Recorded data Block Start

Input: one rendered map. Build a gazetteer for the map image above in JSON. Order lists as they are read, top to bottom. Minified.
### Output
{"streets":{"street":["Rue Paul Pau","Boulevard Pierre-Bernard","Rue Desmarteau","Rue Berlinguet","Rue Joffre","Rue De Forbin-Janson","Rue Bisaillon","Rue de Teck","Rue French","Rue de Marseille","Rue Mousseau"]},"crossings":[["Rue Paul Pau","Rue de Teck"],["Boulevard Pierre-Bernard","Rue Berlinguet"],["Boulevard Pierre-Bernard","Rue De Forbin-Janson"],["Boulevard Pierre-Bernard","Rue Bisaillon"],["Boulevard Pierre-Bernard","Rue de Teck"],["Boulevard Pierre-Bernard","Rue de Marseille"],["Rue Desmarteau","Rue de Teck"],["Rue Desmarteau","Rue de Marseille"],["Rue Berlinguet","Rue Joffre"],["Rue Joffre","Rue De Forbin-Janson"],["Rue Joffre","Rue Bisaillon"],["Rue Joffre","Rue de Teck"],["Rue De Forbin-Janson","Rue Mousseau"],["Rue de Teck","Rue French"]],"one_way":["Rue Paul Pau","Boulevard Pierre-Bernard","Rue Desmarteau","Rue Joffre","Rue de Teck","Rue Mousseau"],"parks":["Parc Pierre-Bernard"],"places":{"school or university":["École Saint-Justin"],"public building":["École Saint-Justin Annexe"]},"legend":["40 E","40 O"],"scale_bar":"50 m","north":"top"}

Recorded data Block End

**Your goal**
What you return must match the data above character for character.

**Exercise response**
Input: one rendered map. Build a gazetteer for the map image above in JSON. Order lists as they are read, top to bottom. Minified.
### Output
{"streets":{"street":["Rue Paul Pau","Boulevard Pierre-Bernard","Rue Desmarteau","Rue Berlinguet","Rue Joffre","Rue De Forbin-Janson","Rue Bisaillon","Rue de Teck","Rue French","Rue de Marseille","Rue Mousseau"]},"crossings":[["Rue Paul Pau","Rue de Teck"],["Boulevard Pierre-Bernard","Rue Berlinguet"],["Boulevard Pierre-Bernard","Rue De Forbin-Janson"],["Boulevard Pierre-Bernard","Rue Bisaillon"],["Boulevard Pierre-Bernard","Rue de Teck"],["Boulevard Pierre-Bernard","Rue de Marseille"],["Rue Desmarteau","Rue de Teck"],["Rue Desmarteau","Rue de Marseille"],["Rue Berlinguet","Rue Joffre"],["Rue Joffre","Rue De Forbin-Janson"],["Rue Joffre","Rue Bisaillon"],["Rue Joffre","Rue de Teck"],["Rue De Forbin-Janson","Rue Mousseau"],["Rue de Teck","Rue French"]],"one_way":["Rue Paul Pau","Boulevard Pierre-Bernard","Rue Desmarteau","Rue Joffre","Rue de Teck","Rue Mousseau"],"parks":["Parc Pierre-Bernard"],"places":{"school or university":["École Saint-Justin"],"public building":["École Saint-Justin Annexe"]},"legend":["40 E","40 O"],"scale_bar":"50 m","north":"top"}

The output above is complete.